Assignment
What is needed is an exact copy of every record.

** Opening Material supplied block **

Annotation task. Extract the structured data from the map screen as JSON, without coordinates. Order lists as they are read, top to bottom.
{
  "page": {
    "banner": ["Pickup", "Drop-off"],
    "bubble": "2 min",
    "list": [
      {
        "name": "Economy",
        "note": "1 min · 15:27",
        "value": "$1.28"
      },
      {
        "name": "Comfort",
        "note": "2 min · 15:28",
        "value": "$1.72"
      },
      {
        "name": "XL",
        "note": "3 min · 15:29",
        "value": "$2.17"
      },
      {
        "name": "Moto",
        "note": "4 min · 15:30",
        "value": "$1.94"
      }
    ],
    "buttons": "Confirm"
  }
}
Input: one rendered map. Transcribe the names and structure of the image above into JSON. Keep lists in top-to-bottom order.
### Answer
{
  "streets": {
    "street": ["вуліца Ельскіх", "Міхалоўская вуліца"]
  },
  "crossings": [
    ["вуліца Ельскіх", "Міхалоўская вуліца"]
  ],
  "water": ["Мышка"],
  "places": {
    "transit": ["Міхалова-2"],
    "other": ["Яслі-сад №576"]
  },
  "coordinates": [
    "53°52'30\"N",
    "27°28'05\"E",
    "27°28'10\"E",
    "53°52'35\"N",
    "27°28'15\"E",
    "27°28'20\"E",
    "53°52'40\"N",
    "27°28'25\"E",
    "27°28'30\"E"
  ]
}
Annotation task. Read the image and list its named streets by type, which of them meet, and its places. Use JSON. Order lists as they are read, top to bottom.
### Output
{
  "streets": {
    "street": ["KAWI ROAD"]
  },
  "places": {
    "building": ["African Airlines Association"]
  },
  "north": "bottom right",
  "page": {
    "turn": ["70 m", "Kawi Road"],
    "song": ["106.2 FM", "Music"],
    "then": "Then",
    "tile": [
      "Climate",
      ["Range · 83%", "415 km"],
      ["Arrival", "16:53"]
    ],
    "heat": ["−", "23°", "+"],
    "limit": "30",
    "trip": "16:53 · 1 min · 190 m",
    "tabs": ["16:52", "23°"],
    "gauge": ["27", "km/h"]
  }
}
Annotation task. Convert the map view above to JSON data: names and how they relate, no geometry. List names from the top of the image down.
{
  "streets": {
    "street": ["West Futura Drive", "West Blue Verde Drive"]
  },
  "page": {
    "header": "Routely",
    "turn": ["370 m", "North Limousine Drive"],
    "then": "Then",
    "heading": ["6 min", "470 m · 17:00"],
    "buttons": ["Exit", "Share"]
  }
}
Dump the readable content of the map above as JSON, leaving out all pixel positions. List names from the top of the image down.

** Closing Material supplied block **

Response to this exercise
Annotation task. Extract the structured data from the map screen as JSON, without coordinates. Order lists as they are read, top to bottom.
{
  "page": {
    "banner": ["Pickup", "Drop-off"],
    "bubble": "2 min",
    "list": [
      {
        "name": "Economy",
        "note": "1 min · 15:27",
        "value": "$1.28"
      },
      {
        "name": "Comfort",
        "note": "2 min · 15:28",
        "value": "$1.72"
      },
      {
        "name": "XL",
        "note": "3 min · 15:29",
        "value": "$2.17"
      },
      {
        "name": "Moto",
        "note": "4 min · 15:30",
        "value": "$1.94"
      }
    ],
    "buttons": "Confirm"
  }
}
Input: one rendered map. Transcribe the names and structure of the image above into JSON. Keep lists in top-to-bottom order.
### Answer
{
  "streets": {
    "street": ["вуліца Ельскіх", "Міхалоўская вуліца"]
  },
  "crossings": [
    ["вуліца Ельскіх", "Міхалоўская вуліца"]
  ],
  "water": ["Мышка"],
  "places": {
    "transit": ["Міхалова-2"],
    "other": ["Яслі-сад №576"]
  },
  "coordinates": [
    "53°52'30\"N",
    "27°28'05\"E",
    "27°28'10\"E",
    "53°52'35\"N",
    "27°28'15\"E",
    "27°28'20\"E",
    "53°52'40\"N",
    "27°28'25\"E",
    "27°28'30\"E"
  ]
}
Annotation task. Read the image and list its named streets by type, which of them meet, and its places. Use JSON. Order lists as they are read, top to bottom.
### Output
{
  "streets": {
    "street": ["KAWI ROAD"]
  },
  "places": {
    "building": ["African Airlines Association"]
  },
  "north": "bottom right",
  "page": {
    "turn": ["70 m", "Kawi Road"],
    "song": ["106.2 FM", "Music"],
    "then": "Then",
    "tile": [
      "Climate",
      ["Range · 83%", "415 km"],
      ["Arrival", "16:53"]
    ],
    "heat": ["−", "23°", "+"],
    "limit": "30",
    "trip": "16:53 · 1 min · 190 m",
    "tabs": ["16:52", "23°"],
    "gauge": ["27", "km/h"]
  }
}
Annotation task. Convert the map view above to JSON data: names and how they relate, no geometry. List names from the top of the image down.
{
  "streets": {
    "street": ["West Futura Drive", "West Blue Verde Drive"]
  },
  "page": {
    "header": "Routely",
    "turn": ["370 m", "North Limousine Drive"],
    "then": "Then",
    "heading": ["6 min", "470 m · 17:00"],
    "buttons": ["Exit", "Share"]
  }
}
Dump the readable content of the map above as JSON, leaving out all pixel positions. List names from the top of the image down.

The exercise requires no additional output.